In the entries below, print exactly the lines from the first through the one with "function paint(path, color)", both included, and none of the pictures.

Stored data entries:
BEGIN
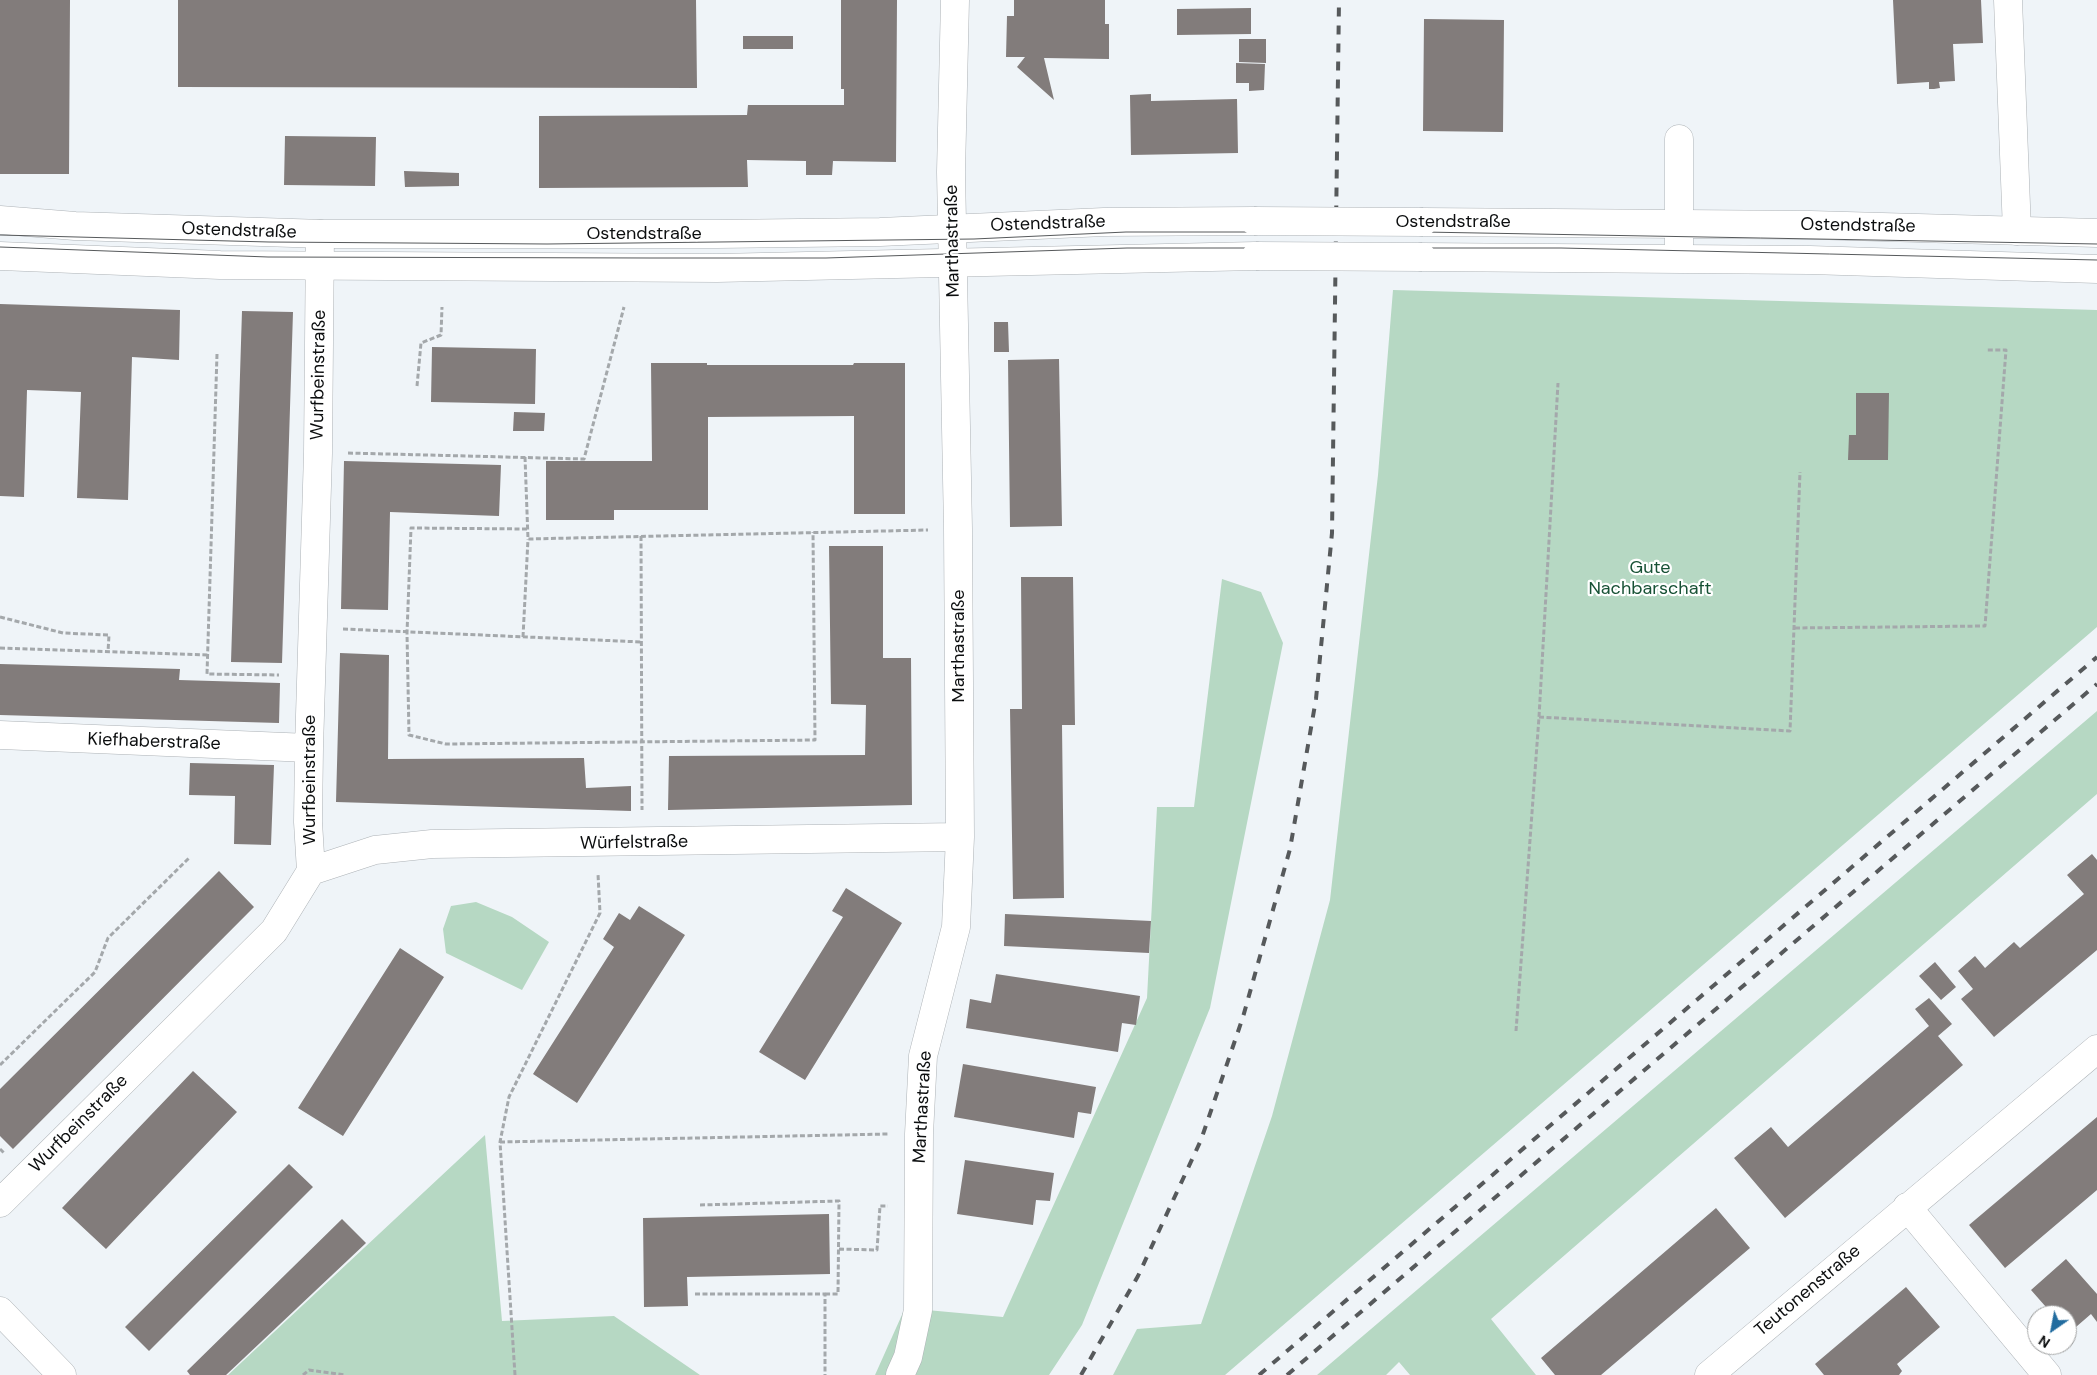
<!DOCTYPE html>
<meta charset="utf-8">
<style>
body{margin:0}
#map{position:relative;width:2097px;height:1375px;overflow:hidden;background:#eff4f8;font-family:"DM Sans",sans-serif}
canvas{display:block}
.north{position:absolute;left:2027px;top:1305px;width:50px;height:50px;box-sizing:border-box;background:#fff;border:1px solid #9e9f9f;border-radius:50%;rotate:213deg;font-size:14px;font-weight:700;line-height:20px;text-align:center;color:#0c0e0f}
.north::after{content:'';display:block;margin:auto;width:18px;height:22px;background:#226c9f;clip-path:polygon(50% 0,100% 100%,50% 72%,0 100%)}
</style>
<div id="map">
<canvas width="2097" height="1375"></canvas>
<div class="north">N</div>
</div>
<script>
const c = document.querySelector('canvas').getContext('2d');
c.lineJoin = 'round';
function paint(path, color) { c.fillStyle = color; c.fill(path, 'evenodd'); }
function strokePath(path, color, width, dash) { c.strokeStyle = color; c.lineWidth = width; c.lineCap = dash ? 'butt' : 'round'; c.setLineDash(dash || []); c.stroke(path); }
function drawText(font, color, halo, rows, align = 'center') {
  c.font = font + ' "DM Sans",sans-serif'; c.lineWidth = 4.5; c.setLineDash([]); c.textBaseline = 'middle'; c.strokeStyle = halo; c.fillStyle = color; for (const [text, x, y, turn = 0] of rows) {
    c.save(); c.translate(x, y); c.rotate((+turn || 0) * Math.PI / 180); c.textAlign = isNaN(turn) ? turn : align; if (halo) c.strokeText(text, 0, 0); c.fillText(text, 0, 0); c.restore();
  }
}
paint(new Path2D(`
 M 1393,290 L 2097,310 L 2097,627 L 1225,1375 L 1113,1375 L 1137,1329 L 1201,1324 L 1272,1116 L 1330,900 L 1378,475 Z
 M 1222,579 L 1261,592 L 1283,643 L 1210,1008 L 1082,1325 L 1049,1375 L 875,1375 L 905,1308 L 1003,1317 L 1147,998 L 1157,807 L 1194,807 Z
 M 2097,711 L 2097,794 L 1491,1319 L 1536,1375 L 1410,1375 L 1399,1362 L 1386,1375 L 1317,1375 Z
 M 476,902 L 512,917 L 549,942 L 522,990 L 446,953 L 443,929 L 451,906 Z
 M 485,1135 L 502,1321 L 614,1316 L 700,1375 L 228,1375 Z`), '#b6d8c3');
paint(new Path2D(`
 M 0,0 L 70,0 L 69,174 L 0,174 Z
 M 178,0 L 696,0 L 697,88 L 178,87 Z
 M 841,0 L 897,0 L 896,162 L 833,161 L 832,175 L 806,175 L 806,161 L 747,160 L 748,187 L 539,188 L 539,116 L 747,115 L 748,105 L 844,105 L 844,89 L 841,89 Z
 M 1014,0 L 1105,0 L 1105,24 L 1109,24 L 1109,59 L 1044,58 L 1054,100 L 1017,67 L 1025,57 L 1006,57 L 1007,16 L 1014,16 Z
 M 1893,0 L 1981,0 L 1983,43 L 1953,44 L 1955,81 L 1939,82 L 1940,88 L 1934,89 L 1929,89 L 1929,82 L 1897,84 Z
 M 1251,8 L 1251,34 L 1177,35 L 1177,9 Z
 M 1424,19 L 1504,20 L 1503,132 L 1423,131 Z
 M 743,36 L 793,36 L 793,49 L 743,49 Z
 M 1239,39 L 1266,39 L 1266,63 L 1239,62 Z
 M 1236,63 L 1265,64 L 1264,90 L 1249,91 L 1249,83 L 1236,83 Z
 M 1151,94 L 1151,101 L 1237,99 L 1238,153 L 1131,155 L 1130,95 Z
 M 285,136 L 376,137 L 375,186 L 284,185 Z
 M 404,171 L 459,173 L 459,186 L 405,187 Z
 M 0,304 L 180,310 L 179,360 L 132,357 L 128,500 L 77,498 L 81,392 L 27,390 L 24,497 L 0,496 Z
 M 242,311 L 293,312 L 282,663 L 231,662 Z
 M 994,322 L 1008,322 L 1009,352 L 994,352 Z
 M 432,347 L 536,349 L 535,404 L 431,402 Z
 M 1059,359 L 1062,526 L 1010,527 L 1008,360 Z
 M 651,363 L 707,363 L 707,365 L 853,365 L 854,363 L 905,363 L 905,514 L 854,514 L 854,416 L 708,417 L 708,510 L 614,510 L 614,520 L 546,520 L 546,461 L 652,461 Z
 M 1856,393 L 1889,393 L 1888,460 L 1848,460 L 1849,435 L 1856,435 Z
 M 514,412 L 545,413 L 544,431 L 513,431 Z
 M 344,461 L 501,465 L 499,516 L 390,512 L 388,610 L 341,609 Z
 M 829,546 L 883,546 L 883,658 L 911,658 L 912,805 L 668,810 L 669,756 L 865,755 L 866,705 L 831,704 Z
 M 1021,577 L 1073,577 L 1075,725 L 1062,725 L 1064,898 L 1013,899 L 1010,709 L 1022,709 Z
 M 340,653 L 389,655 L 388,759 L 584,758 L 586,788 L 631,786 L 631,811 L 336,802 Z
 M 0,664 L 180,669 L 179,680 L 280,683 L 279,723 L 0,715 Z
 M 190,763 L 274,765 L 271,845 L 234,844 L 235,796 L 189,795 Z
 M 2092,854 L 2097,860 L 2097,950 L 1994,1037 L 1961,999 L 1973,989 L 1958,971 L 1975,956 L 1985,968 L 2014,942 L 2020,948 L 2084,894 L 2067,875 Z
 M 219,871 L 254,907 L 13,1149 L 0,1136 L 0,1089 Z
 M 846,888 L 902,923 L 805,1080 L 759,1052 L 843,917 L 832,911 Z
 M 639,906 L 685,935 L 577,1103 L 533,1074 L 614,947 L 603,939 L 619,913 L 630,920 Z
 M 1005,914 L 1151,921 L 1149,953 L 1004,946 Z
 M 400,948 L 444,977 L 343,1136 L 298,1108 Z
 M 1935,962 L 1956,987 L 1941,1000 L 1919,976 Z
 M 996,974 L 1140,996 L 1136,1025 L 1122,1023 L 1118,1052 L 966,1028 L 970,999 L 991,1003 Z
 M 1929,998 L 1952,1024 L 1938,1036 L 1963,1065 L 1785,1218 L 1734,1158 L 1771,1127 L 1788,1147 L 1929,1026 L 1915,1009 Z
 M 963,1064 L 1096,1087 L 1091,1114 L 1078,1112 L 1074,1138 L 954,1117 Z
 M 193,1071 L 237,1112 L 106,1249 L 62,1208 Z
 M 2097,1117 L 2097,1190 L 2005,1268 L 1969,1225 Z
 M 965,1160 L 1054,1173 L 1050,1201 L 1036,1200 L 1033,1225 L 957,1214 Z
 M 289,1164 L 313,1187 L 149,1351 L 125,1327 Z
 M 1716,1208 L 1750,1248 L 1601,1375 L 1555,1375 L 1541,1358 Z
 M 829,1214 L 830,1274 L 687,1277 L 688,1306 L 644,1307 L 643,1218 Z
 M 342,1219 L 366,1243 L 226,1375 L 190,1375 L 187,1371 Z
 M 2066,1259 L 2097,1294 L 2097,1322 L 2091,1314 L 2069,1333 L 2067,1315 L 2053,1315 L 2031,1290 Z
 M 1906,1287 L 1940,1327 L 1897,1364 L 1902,1371 L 1899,1375 L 1824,1375 L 1815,1364 Z`), '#827c7b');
const minor = new Path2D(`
 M 2008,0 L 2017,231
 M 1679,258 L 1679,139
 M 0,735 L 309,748
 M 311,871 L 375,850 L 432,844 L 960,837
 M 0,1203 L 274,931 L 311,871 L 308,822 L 309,748 L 318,453 L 320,234
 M 1907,1207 L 2047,1375
 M 0,1311 L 62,1375
 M 900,1375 L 908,1357 L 918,1310 L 919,1134 L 923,1056 L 956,927 L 960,837 L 958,529 L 951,172 L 955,0
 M 1709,1375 L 2097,1049`);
const major = new Path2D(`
 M 0,220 L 75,226 L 324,234 L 717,234 L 880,232 L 1104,222 L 1254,221
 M 1423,222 L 1811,225 L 2097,233
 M 0,256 L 220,265 L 717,268 L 1256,256
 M 1422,257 L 1810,260 L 2097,269`);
strokePath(minor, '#adb2b6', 29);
strokePath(major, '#adb2b6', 29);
strokePath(new Path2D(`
 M 217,354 L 207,674 L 279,675
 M 417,386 L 421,343 L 441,335 L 442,307
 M 348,453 L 584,459 L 624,307
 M 525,457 L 528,539 L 928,530
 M 527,529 L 411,528 L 407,633 L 409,735 L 446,744 L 815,740 L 813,532
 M 641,536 L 642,810
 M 0,617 L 63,633 L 109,635 L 108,652
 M 1795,628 L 1985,626 L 2006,350 L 1987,350
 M 343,629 L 642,642
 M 523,637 L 528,539
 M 0,648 L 208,655
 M 1539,717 L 1790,731 L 1800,472
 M 1516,1031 L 1539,717 L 1558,383
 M 0,1065 L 95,972 L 108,938 L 189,858
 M 500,1142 L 888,1134
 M 0,1149 L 5,1154
 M 700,1205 L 839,1201 L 838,1294 L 825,1294
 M 839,1249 L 877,1250 L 880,1206 L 888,1206
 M 695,1294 L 825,1294 L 825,1375
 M 303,1375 L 309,1370 L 345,1375
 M 515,1375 L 500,1142 L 509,1097 L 600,913 L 598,874`), '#a4a8ab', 3, [5, 2.5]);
strokePath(minor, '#fff', 28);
strokePath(major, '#fff', 28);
strokePath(new Path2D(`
 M 0,235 L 269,242 L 547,244 L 974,239 L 1126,232 L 1423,232 L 2097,244
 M 0,247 L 268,257 L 649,258 L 826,258 L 1127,248 L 1561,248 L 2097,260`), '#56595b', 1);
strokePath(new Path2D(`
 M 1081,1375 L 1138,1276 L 1201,1140 L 1243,1017 L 1290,849 L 1316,699 L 1332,533 L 1339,0
 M 1259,1375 L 2097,657
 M 1287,1375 L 2097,684`), '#56595b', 4, [9, 9]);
const majorBridge = new Path2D(`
 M 1254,221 L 1423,222
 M 1256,256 L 1422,257`);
strokePath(majorBridge, '#adb2b6', 29, []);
strokePath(majorBridge, '#fff', 28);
drawText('18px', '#0c0e0f', '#fff', [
 ["Ostendstraße",1453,222],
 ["Ostendstraße",1048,224,-2],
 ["Ostendstraße",1858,226,1],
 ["Ostendstraße",239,231,2],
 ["Ostendstraße",644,234],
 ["Marthastraße",953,241,-91],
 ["Wurfbeinstraße",319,375,-89],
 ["Marthastraße",959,646,-90],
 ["Kiefhaberstraße",154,742,2],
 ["Wurfbeinstraße",310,780,-90],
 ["Würfelstraße",634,843,-1],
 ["Marthastraße",923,1107,-87],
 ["Wurfbeinstraße",79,1124,-45],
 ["Teutonenstraße",1808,1291,-40]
]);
drawText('18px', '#175135', '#fff', [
 ["Gute",1650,568],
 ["Nachbarschaft",1650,589]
]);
</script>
END
SOLVED EXERCISE:
<!DOCTYPE html>
<meta charset="utf-8">
<style>
body{margin:0}
#map{position:relative;width:2097px;height:1375px;overflow:hidden;background:#eff4f8;font-family:"DM Sans",sans-serif}
canvas{display:block}
.north{position:absolute;left:2027px;top:1305px;width:50px;height:50px;box-sizing:border-box;background:#fff;border:1px solid #9e9f9f;border-radius:50%;rotate:213deg;font-size:14px;font-weight:700;line-height:20px;text-align:center;color:#0c0e0f}
.north::after{content:'';display:block;margin:auto;width:18px;height:22px;background:#226c9f;clip-path:polygon(50% 0,100% 100%,50% 72%,0 100%)}
</style>
<div id="map">
<canvas width="2097" height="1375"></canvas>
<div class="north">N</div>
</div>
<script>
const c = document.querySelector('canvas').getContext('2d');
c.lineJoin = 'round';
function paint(path, color) { c.fillStyle = color; c.fill(path, 'evenodd'); }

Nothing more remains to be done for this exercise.